**Work instructions:**
Within the listing, how many lines hold the word "Bügelservice"? Give the number by itself.

**Supplied records:**
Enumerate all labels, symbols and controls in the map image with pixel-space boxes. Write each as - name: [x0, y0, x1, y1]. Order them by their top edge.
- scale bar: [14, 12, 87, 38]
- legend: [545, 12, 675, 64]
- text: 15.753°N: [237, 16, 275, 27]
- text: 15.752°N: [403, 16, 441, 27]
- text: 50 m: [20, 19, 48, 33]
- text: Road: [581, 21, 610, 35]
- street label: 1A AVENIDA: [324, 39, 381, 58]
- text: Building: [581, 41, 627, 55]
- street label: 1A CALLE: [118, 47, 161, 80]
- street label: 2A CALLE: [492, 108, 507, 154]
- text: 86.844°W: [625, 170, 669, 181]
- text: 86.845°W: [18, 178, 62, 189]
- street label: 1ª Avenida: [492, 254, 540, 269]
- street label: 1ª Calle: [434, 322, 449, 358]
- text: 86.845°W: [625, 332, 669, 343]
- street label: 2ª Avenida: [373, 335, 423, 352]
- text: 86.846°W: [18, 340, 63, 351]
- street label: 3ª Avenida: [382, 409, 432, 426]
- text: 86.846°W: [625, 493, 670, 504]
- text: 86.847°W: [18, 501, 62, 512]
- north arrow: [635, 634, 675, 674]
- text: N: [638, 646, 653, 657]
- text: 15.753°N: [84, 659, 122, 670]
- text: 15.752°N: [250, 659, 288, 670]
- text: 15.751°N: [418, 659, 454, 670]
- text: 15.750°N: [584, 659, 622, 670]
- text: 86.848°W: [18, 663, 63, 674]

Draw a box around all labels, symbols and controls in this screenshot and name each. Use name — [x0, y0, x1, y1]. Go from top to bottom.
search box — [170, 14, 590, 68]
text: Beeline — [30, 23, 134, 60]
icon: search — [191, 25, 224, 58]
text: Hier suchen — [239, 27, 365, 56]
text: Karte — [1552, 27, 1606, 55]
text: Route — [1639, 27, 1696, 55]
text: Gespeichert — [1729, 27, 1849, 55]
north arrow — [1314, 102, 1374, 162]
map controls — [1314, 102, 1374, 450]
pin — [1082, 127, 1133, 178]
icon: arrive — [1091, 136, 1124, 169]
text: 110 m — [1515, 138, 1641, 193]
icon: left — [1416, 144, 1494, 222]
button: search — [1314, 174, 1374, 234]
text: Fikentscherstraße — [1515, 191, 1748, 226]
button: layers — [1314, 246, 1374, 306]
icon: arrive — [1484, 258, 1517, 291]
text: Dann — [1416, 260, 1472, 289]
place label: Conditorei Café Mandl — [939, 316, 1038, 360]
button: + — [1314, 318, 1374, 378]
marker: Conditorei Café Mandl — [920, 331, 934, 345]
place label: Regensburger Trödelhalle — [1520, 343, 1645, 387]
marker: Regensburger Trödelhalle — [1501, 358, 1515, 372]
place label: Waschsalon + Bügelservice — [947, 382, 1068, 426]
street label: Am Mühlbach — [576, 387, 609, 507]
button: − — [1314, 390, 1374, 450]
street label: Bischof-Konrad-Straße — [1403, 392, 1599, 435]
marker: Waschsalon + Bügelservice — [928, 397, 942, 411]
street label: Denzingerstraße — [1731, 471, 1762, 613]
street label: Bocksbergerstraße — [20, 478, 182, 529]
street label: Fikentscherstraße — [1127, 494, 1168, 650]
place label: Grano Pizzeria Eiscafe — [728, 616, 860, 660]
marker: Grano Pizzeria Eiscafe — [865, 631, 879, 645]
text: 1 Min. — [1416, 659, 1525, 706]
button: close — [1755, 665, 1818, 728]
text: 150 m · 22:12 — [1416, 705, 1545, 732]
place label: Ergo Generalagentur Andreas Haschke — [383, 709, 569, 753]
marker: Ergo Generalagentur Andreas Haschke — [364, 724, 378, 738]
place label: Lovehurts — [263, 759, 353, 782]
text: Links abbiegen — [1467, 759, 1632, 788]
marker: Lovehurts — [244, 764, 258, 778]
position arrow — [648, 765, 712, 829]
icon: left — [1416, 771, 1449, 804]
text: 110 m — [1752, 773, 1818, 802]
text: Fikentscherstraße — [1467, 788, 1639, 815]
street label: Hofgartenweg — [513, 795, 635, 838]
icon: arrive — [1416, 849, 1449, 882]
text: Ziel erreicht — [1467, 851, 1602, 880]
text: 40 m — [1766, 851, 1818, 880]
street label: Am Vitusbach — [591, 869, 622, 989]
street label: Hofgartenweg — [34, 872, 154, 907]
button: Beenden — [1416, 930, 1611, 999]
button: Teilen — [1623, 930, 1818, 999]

**Answer to this exercise:**
2